Sometimes you’ll find datasets that dont fit well into a tibble

We’ll use the built-in data from tidyverse for this part

table4a

As you can see from this data, we have one variable in column A (country)but the columns b and c are two of the same. Thus, there are two observation in each row

To fix this, we can use the gather function

table4a %>% gather(‘1999’, ‘2000’, key = ‘year’, value = ‘cases’)

Lets look at another example

table4b

As you can see we have the same problem in table 4b

table4b %>% gather(‘1999’, ‘2000’, key = ‘year’, value = ‘population’)

Now what if we want to join these two tables? we can us dplyr.

table4a <- table4a %>% gather(‘1999’, ‘2000’, key = ‘year’, value = ‘cases’) table4b <- table4b %>% gather(‘1999’, ‘2000’, key = ‘year’, value = ‘population’)

left_join(table4a, table4b)

Joining with by = join_by(country, year)

Spreading

Spreading is the opposite of gathering. Lets look at table 2

table2

You can see that we have redundant info in columns 1 and 2 We can fix thast by combing rows 1 and 2, 3 and 4, etc.

spread(table2, key = type, value = count)

Type is the key of that we are turing into columns, the value is what becomes rows/obervations

In summary, spread makes long tables shorter and wider Gather makes wide tables narrowe and longer

Separating and pulling

Now what happens when we can two observations stuck in one column

table3

this shows cases and population is combined to be the rate

we can use separate to fix it.

table3 %>% separate(rate, into = c(“cases”, “population”))

But, now the column type is not correct

table3 %>% separate(rate, into = c(“cases”, “populate”), conver = TRUE)

You can specify what you want to separate based on

table3 %>% separate(rate, into = c(“cases”, “populate”), sep = “/”, conver = TRUE)

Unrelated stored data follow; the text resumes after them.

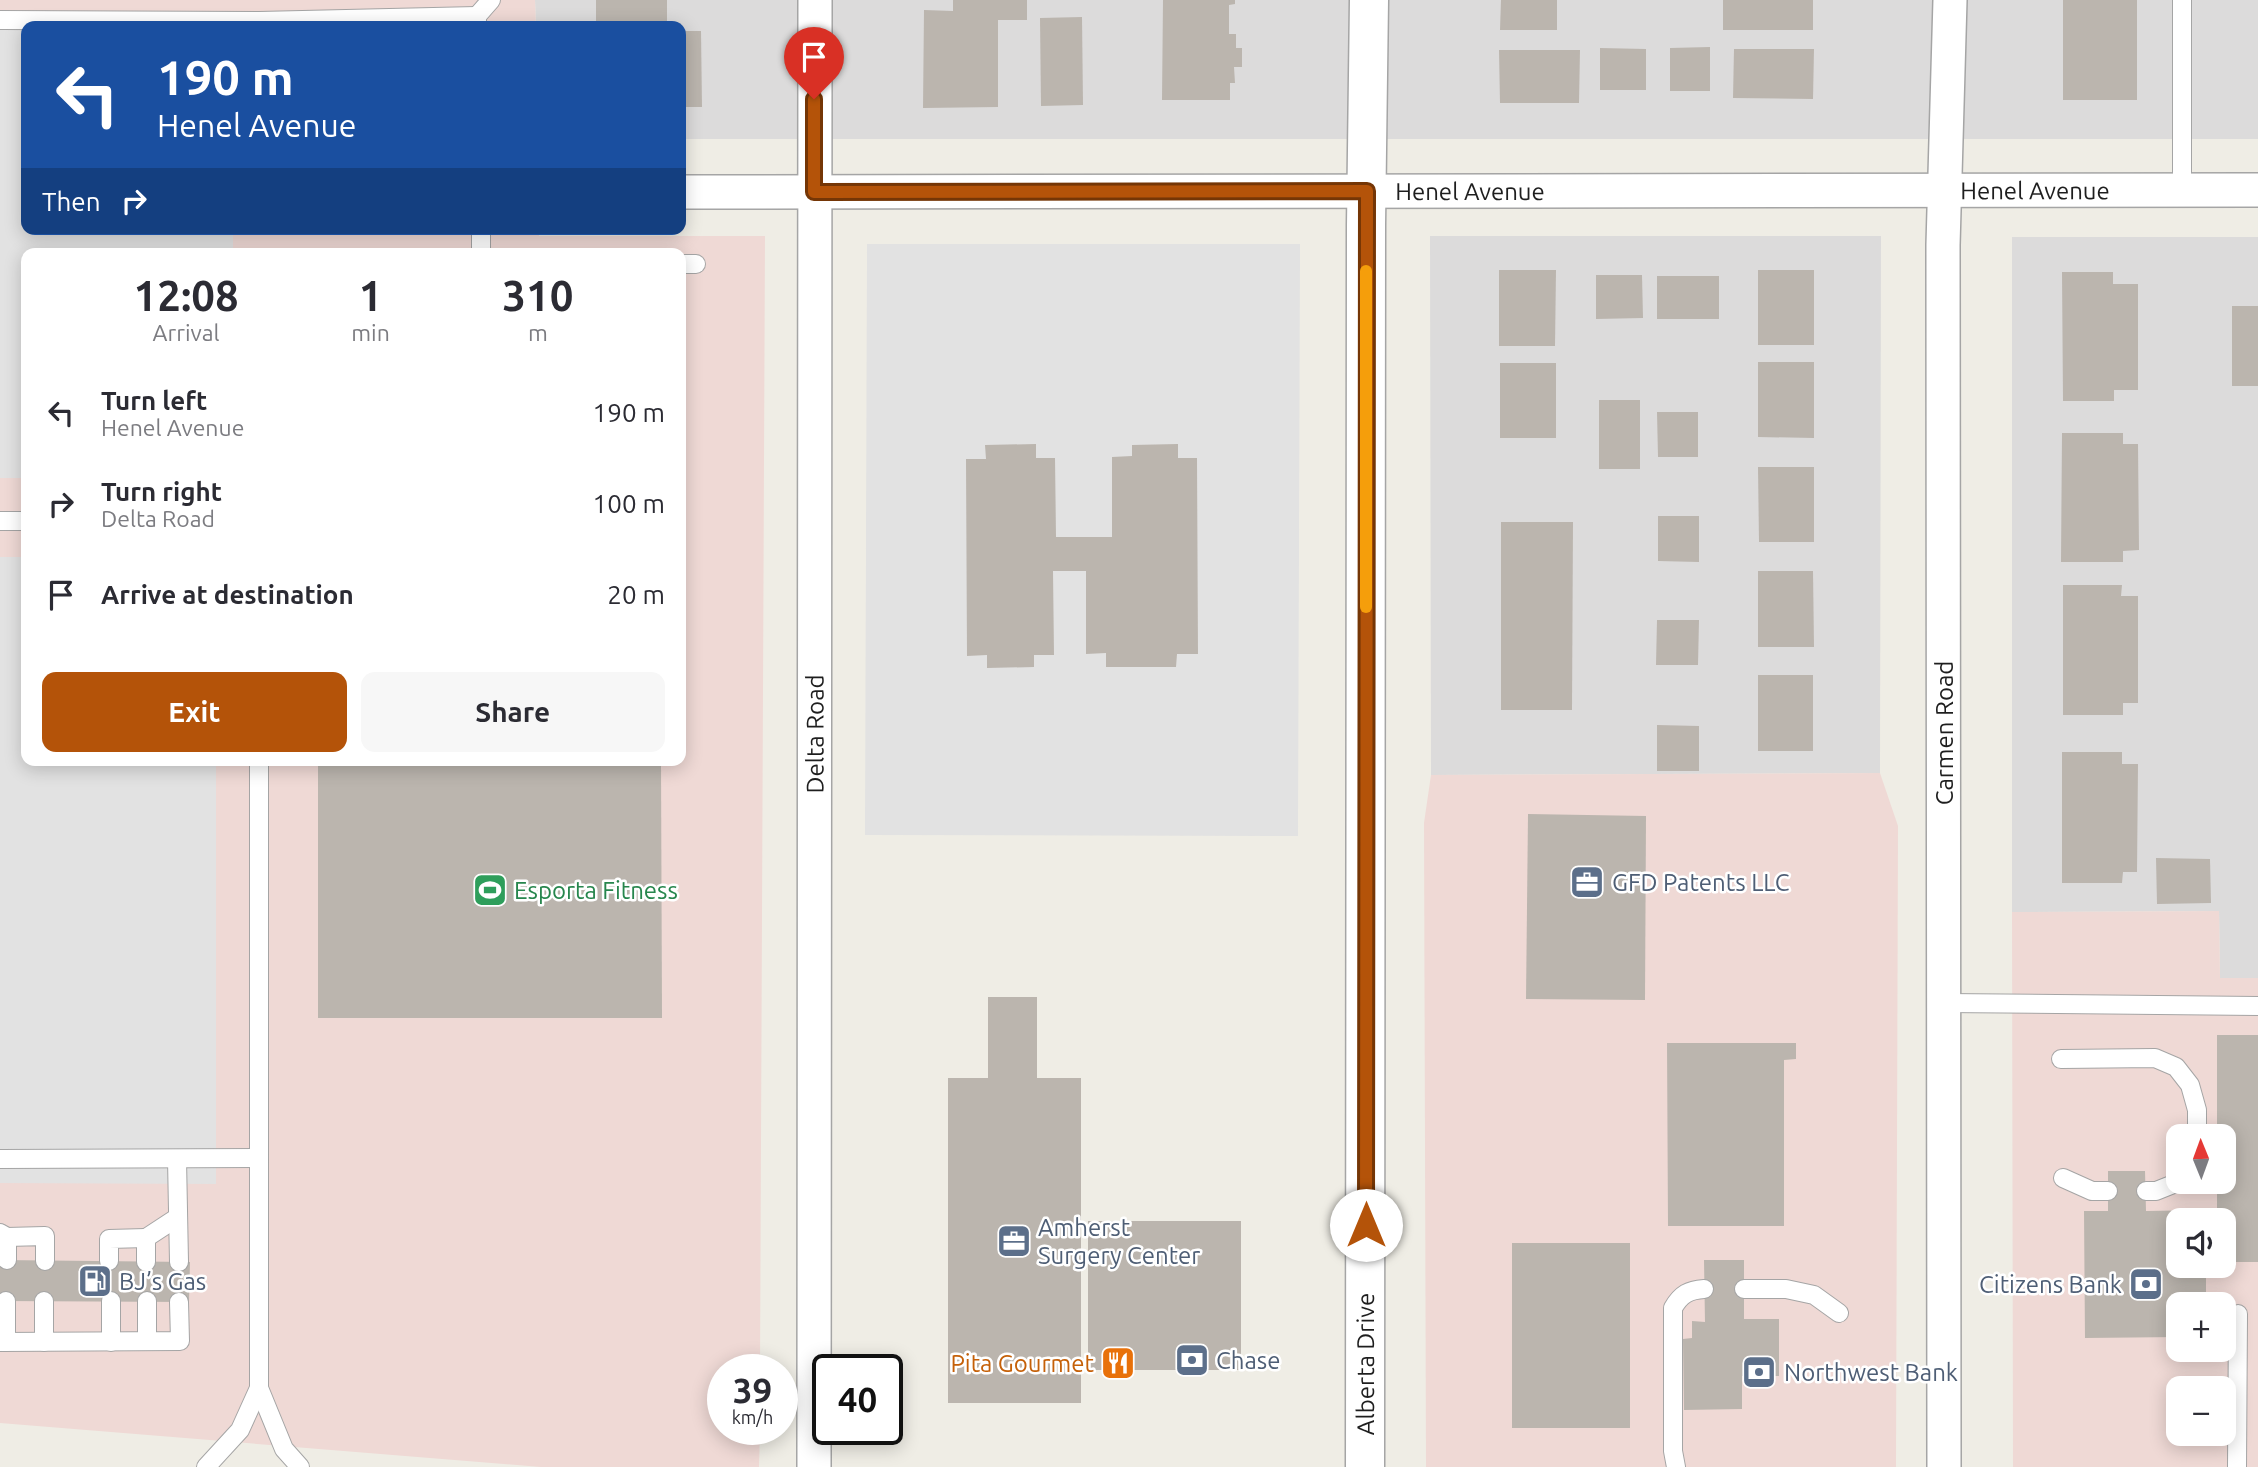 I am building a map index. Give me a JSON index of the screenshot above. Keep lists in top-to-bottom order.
{
  "streets": {
    "street": [
      "Henel Avenue",
      "Delta Road",
      "Carmen Road",
      "Alberta Drive"
    ]
  },
  "crossings": [
    ["Henel Avenue", "Delta Road"],
    ["Henel Avenue", "Carmen Road"],
    ["Henel Avenue", "Alberta Drive"]
  ],
  "places": {
    "office": ["GFD Patents LLC", "Amherst Surgery Center"],
    "sports": ["Esporta Fitness"],
    "fuel station": ["BJ’s Gas"],
    "bank": ["Citizens Bank", "Chase", "Northwest Bank"],
    "restaurant": ["Pita Gourmet"]
  },
  "north": "top",
  "page": {
    "turn": ["190 m", "Henel Avenue"],
    "then": "Then",
    "eta": [
      "12:08",
      "Arrival",
      "1",
      "min",
      "310",
      "m"
    ],
    "list": [
      {
        "name": "Turn left",
        "note": "Henel Avenue",
        "value": "190 m"
      },
      {
        "name": "Turn right",
        "note": "Delta Road",
        "value": "100 m"
      },
      {
        "name": "Arrive at destination",
        "value": "20 m"
      }
    ],
    "buttons": ["Exit", "Share"],
    "map_buttons": ["+", "−"],
    "speed": "39 km/h",
    "limit": "40"
  }
} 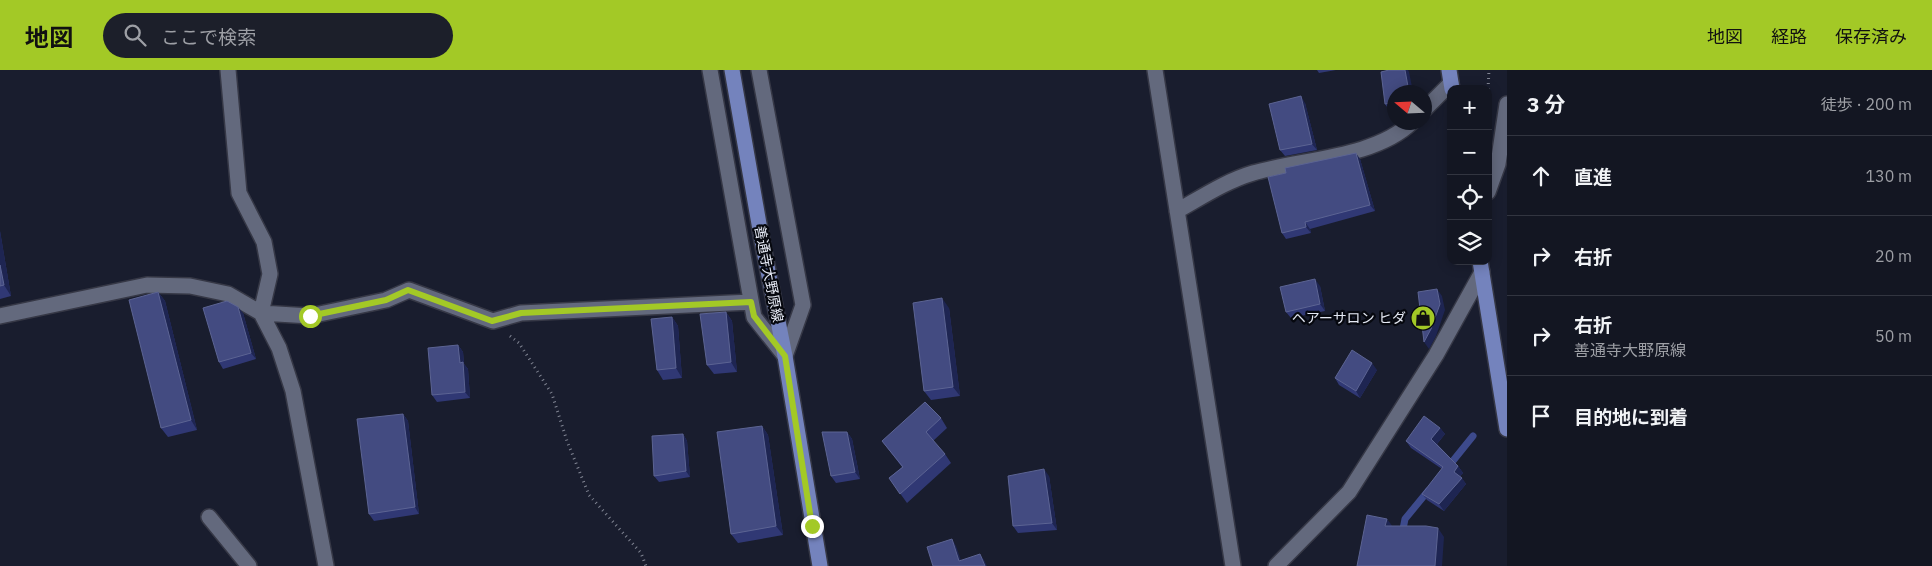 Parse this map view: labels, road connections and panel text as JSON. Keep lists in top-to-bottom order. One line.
{"streets":{"main road":["善通寺大野原線"]},"places":{"shop":["ヘアーサロン ヒダ"]},"north":"left","page":{"header":"地図","search":"ここで検索","nav":["地図","経路","保存済み"],"heading":["3 分","徒歩 · 200 m"],"map_buttons":["+","−"],"list":[["直進","130 m"],["右折","20 m"],["右折","善通寺大野原線","50 m"],"目的地に到着"]}}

Now we can make it look more tidy.

table3 %>% separate( year, into = c(“cases”, “population”), convert = TRUE, sep = 2 )

DPLYR

it is rare we will get to work with a single data table. The DPLYR package allows

you to join data tables by common values

Mutate joins - add new variables to one data frame from matching observations in another

Filtering joins - filters observations from one data frame based on whether or not

they are present in another

Set operations - treats observations like they are set elements

library(tidyverse) library(nycflights13)

Pulling full carrier names based on letter codes

airlines

Pulling info about airports

airports

Pulling info about each plane

planes

Getting info on the weather at the airports

weather

Getting info on singular flights

flights

seeing how the tables connect

Flights -> planes based on tailnumber

flights -> airlines through carriers

flights -> planes origin and destinations

flights -> weather via origin, year/month/day/hour

keys

keys are unique identifiers per observation

primar key uniquily identifies an observation in its own table:

Examples:

planes %>% count(tailnum) %>% filter(n>1)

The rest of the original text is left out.